_What needs to be done_
In the entries below, the word "rows" appears on some lines. Copy each of those lines.

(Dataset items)
++++

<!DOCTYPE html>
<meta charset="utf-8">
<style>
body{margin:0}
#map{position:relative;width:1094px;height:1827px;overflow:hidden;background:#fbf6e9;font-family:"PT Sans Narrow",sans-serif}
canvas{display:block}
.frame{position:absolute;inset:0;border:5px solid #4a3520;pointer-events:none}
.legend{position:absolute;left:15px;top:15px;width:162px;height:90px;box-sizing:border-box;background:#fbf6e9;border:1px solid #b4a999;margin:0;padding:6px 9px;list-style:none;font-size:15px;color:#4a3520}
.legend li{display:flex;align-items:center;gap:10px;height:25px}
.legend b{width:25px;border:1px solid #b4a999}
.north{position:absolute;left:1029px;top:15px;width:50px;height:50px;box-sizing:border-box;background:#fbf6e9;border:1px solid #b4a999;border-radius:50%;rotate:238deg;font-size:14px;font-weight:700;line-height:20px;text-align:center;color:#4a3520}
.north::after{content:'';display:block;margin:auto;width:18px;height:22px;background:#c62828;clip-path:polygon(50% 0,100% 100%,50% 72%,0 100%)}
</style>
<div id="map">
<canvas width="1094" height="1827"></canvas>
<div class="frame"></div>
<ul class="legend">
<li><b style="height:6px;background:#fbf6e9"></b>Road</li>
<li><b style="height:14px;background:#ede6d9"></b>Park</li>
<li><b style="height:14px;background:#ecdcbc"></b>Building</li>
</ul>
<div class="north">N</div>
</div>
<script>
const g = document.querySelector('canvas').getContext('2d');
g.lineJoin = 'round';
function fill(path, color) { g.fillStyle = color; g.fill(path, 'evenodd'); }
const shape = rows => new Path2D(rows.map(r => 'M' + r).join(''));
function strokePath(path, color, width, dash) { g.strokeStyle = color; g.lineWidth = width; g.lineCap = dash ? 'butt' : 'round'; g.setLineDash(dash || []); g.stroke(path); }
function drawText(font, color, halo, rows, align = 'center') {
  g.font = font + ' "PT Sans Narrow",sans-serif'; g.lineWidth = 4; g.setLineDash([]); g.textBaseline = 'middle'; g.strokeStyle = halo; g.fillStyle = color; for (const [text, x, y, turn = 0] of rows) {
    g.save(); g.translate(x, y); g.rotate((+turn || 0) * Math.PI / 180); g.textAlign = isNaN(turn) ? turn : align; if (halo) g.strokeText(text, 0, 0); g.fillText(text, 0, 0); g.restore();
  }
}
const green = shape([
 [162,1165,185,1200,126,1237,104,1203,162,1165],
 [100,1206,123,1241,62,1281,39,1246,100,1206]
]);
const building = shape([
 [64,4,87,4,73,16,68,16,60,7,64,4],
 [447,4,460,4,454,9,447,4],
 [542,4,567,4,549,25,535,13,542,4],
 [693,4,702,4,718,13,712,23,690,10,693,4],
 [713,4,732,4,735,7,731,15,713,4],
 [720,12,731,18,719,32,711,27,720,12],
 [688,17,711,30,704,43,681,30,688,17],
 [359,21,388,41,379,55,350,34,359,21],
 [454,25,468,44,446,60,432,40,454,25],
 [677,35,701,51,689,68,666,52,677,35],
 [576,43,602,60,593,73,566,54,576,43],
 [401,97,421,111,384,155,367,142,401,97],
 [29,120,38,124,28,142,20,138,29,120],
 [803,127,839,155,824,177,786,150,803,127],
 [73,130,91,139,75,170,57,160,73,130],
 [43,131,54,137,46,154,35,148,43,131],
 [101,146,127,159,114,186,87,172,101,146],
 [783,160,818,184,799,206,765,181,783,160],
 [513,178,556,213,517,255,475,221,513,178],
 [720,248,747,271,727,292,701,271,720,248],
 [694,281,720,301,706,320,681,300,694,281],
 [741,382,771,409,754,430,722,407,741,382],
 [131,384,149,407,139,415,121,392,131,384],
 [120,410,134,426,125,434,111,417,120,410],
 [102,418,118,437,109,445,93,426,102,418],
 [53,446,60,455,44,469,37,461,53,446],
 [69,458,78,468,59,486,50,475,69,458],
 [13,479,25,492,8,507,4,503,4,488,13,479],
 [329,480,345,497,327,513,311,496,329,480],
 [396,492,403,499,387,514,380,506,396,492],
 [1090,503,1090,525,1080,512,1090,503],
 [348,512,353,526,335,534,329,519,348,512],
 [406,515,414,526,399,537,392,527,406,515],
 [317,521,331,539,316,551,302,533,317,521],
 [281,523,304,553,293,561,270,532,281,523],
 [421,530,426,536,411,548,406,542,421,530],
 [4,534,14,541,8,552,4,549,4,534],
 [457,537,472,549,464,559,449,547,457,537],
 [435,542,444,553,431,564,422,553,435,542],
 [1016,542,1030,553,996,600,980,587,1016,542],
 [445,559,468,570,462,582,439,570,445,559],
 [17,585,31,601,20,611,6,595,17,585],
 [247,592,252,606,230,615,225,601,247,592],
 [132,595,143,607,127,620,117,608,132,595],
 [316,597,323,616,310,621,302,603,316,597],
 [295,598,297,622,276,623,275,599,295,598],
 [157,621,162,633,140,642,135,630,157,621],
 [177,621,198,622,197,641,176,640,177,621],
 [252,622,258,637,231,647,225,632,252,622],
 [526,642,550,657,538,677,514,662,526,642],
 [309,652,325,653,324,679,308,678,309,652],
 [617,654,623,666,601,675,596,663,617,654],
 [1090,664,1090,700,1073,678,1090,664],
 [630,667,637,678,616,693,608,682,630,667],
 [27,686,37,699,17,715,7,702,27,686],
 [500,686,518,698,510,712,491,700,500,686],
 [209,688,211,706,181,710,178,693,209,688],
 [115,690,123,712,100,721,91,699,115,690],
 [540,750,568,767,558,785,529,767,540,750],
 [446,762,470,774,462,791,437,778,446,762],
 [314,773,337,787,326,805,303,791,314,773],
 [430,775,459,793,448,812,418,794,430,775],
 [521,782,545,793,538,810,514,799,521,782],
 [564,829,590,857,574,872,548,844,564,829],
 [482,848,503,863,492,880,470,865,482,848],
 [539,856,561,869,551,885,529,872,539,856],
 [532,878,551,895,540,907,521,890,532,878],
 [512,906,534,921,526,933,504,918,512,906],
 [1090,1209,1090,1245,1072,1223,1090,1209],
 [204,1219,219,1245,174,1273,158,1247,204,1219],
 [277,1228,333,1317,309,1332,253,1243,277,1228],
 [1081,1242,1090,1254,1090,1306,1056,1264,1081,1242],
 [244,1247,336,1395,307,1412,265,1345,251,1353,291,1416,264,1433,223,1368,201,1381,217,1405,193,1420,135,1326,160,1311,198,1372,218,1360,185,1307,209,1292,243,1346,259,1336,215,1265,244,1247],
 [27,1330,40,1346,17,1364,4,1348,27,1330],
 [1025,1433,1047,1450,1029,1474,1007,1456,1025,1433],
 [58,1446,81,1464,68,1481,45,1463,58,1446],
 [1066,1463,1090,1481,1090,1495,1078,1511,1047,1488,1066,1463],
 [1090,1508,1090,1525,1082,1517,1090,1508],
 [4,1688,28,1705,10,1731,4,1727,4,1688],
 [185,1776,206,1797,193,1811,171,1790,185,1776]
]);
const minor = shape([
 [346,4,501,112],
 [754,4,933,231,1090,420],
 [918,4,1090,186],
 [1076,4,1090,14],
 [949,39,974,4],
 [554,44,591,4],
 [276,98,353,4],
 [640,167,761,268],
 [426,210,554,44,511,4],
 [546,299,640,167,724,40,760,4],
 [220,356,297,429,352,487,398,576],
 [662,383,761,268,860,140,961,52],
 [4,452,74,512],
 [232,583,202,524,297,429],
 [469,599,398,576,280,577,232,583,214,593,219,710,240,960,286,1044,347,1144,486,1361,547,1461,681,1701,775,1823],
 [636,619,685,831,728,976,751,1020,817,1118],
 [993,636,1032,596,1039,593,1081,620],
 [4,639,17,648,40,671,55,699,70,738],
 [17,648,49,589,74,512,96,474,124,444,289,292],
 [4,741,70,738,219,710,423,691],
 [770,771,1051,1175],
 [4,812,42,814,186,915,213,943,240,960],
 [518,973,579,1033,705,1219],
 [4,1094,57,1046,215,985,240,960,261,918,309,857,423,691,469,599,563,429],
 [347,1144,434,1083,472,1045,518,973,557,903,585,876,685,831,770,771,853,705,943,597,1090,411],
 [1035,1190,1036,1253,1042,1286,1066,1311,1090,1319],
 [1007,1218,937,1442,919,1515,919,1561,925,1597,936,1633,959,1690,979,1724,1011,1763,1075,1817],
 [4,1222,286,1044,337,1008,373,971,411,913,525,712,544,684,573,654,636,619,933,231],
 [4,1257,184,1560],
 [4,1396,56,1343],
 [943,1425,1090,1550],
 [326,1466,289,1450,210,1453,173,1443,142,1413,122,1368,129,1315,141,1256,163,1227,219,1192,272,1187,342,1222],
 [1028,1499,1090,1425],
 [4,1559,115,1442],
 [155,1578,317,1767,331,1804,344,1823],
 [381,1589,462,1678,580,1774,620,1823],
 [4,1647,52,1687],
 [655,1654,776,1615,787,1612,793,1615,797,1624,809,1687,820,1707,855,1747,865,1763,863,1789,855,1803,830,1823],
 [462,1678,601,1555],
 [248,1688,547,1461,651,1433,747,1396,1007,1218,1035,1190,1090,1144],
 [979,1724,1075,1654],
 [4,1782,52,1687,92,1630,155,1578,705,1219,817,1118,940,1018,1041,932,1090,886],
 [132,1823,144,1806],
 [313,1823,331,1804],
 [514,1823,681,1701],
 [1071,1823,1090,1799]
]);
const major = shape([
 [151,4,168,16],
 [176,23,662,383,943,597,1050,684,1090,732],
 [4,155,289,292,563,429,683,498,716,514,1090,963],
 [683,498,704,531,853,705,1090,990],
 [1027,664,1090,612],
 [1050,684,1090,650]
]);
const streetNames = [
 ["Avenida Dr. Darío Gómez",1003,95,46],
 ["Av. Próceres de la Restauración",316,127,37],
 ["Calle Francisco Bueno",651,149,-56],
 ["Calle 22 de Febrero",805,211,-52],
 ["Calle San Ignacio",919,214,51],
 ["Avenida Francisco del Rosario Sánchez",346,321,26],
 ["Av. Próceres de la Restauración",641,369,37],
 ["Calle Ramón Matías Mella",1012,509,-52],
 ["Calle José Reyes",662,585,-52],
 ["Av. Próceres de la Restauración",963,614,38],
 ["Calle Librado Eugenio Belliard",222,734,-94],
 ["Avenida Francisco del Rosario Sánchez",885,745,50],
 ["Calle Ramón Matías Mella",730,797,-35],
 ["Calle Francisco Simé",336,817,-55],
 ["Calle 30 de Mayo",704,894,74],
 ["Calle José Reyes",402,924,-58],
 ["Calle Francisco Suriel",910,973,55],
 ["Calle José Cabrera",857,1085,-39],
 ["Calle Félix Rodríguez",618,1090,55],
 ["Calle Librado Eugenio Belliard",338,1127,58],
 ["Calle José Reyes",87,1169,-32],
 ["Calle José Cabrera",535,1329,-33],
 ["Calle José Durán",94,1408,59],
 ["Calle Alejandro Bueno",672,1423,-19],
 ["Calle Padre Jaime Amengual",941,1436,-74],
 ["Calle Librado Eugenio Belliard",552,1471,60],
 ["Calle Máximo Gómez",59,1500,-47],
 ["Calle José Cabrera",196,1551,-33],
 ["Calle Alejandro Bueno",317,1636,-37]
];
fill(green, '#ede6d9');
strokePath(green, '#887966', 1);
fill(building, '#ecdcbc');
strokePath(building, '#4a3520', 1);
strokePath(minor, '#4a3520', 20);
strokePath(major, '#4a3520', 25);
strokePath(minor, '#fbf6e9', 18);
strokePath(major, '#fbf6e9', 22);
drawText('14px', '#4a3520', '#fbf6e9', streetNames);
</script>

++++

_Finished exercise_
const shape = rows => new Path2D(rows.map(r => 'M' + r).join(''));
function drawText(font, color, halo, rows, align = 'center') {
  g.font = font + ' "PT Sans Narrow",sans-serif'; g.lineWidth = 4; g.setLineDash([]); g.textBaseline = 'middle'; g.strokeStyle = halo; g.fillStyle = color; for (const [text, x, y, turn = 0] of rows) {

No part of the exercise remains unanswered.